The next Saturday I got dropped off at the school grounds where the yellow buses had lined up. Soon I found Steve, and together we saw one of the fourth grade teachers, the perpetually stern Miss Gorham, standing outside a bus, directing kids aboard. We’d been assigned to her bus, and it was filling up fast, so we ran to it before she had a chance to shout at us.
My family lived in town, so my sisters and I walked to school every day. The bus was for the country kids, and I was envious of them. They traveled long distances to and from school, which meant they got to see lots of countryside. I loved going for long car rides, because I could do just that—watch constantly changing scenery go by.
Now I’d get to ride the way the country kids did every single school day. I couldn’t decide, really, what was likely to be more fun—the bus ride or the circus. I told Steve I wanted a window seat.
Miss Gorham checked off our names, told us the bus was nearly full and to get on board quickly. “Once you find your seats,” she said severely, “stay seated until we reach our destination.” If she taught kids anything it was that you didn’t mess with authority, especially hers. Steve stepped aboard first. I followed.
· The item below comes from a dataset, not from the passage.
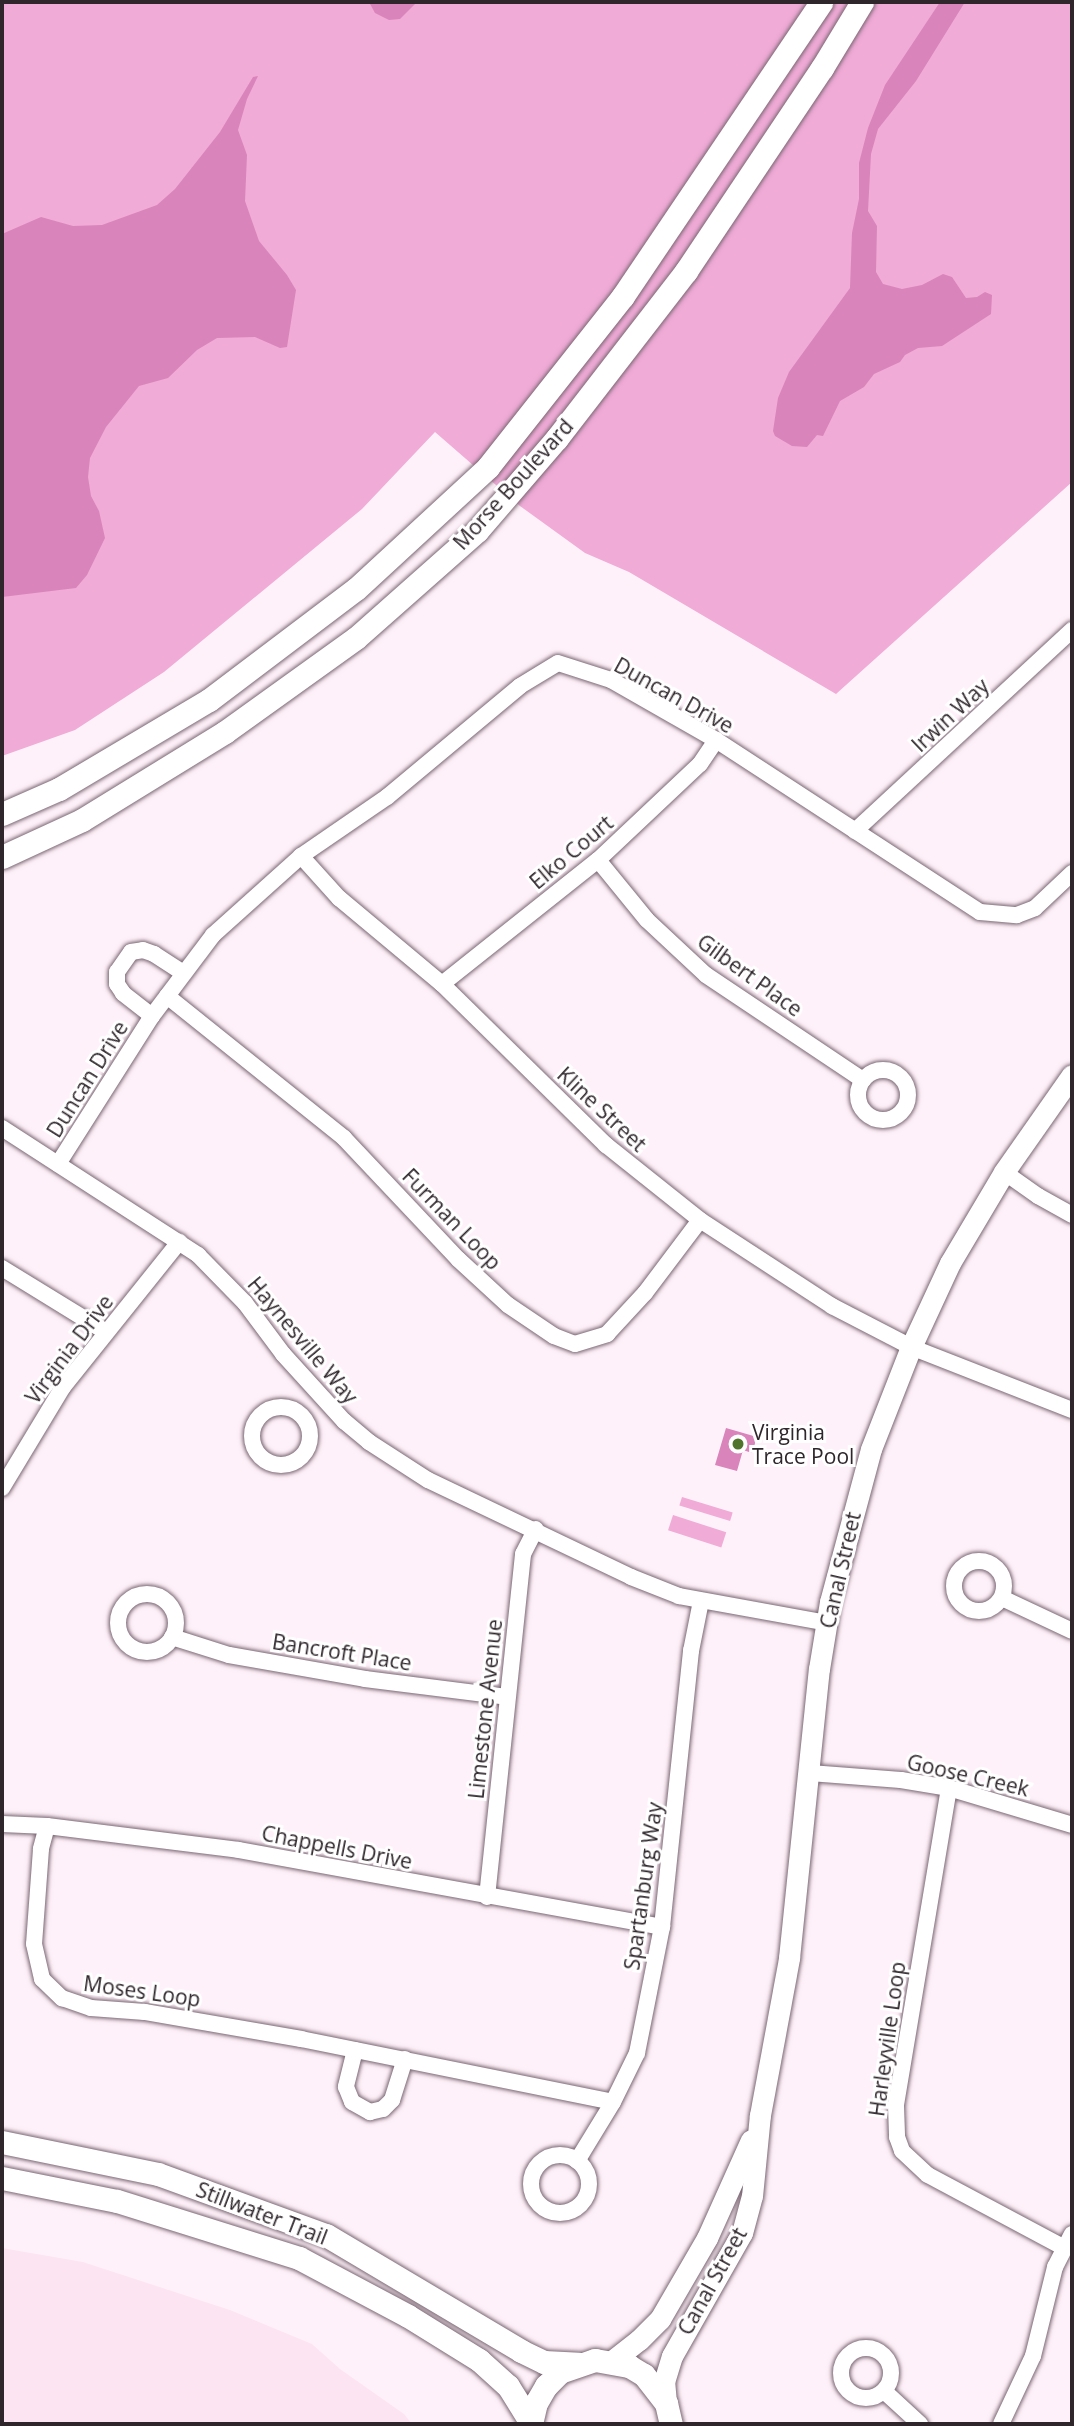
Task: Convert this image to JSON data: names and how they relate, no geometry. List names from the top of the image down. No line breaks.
{"streets":{"main road":["Morse Boulevard","Stillwater Trail"],"street":["Duncan Drive","Irwin Way","Elko Court","Gilbert Place","Kline Street","Furman Loop","Haynesville Way","Virginia Drive","Canal Street","Bancroft Place","Limestone Avenue","Goose Creek","Chappells Drive","Spartanburg Way","Moses Loop","Harleyville Loop"]},"crossings":[["Duncan Drive","Irwin Way"],["Duncan Drive","Elko Court"],["Duncan Drive","Kline Street"],["Duncan Drive","Furman Loop"],["Duncan Drive","Haynesville Way"],["Elko Court","Gilbert Place"],["Elko Court","Kline Street"],["Kline Street","Furman Loop"],["Kline Street","Canal Street"],["Haynesville Way","Virginia Drive"],["Haynesville Way","Canal Street"],["Haynesville Way","Limestone Avenue"],["Haynesville Way","Spartanburg Way"],["Canal Street","Goose Creek"],["Canal Street","Stillwater Trail"],["Bancroft Place","Limestone Avenue"],["Limestone Avenue","Chappells Drive"],["Goose Creek","Harleyville Loop"],["Chappells Drive","Spartanburg Way"],["Chappells Drive","Moses Loop"],["Spartanburg Way","Moses Loop"]],"places":["Virginia Trace Pool"]}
Suddenly, it hit me—”it”being a wall of the deafening cacophony of 45 kids yacking and yelling away as I’d never heard them do. I was as horrified as I was mystified that kids just like me could (a) create so much noise; and (b) act as though it were perfectly normal. I was equally perplexed by Miss Gorham’s failure to assert immediately her considerable authority. When I saw her stick cotton in her ears, I realized there were limits to that authority.
The noise worsened when some genius decided to sing “100 Bottles of Beer on the Wall.” I covered my ears and closed my eyes, picturing a nightmare in which I was stuck in the liquor store in downtown Anoka. I was surrounded by high walls loaded with beer bottles, as the “genius,” standing precariously on a ladder, pulled them down, one-by-one, and passed them down to a rowdy throng of kids singing off-key.
The main thing I remember about the circus is the dread I had of the one on the bus ride home.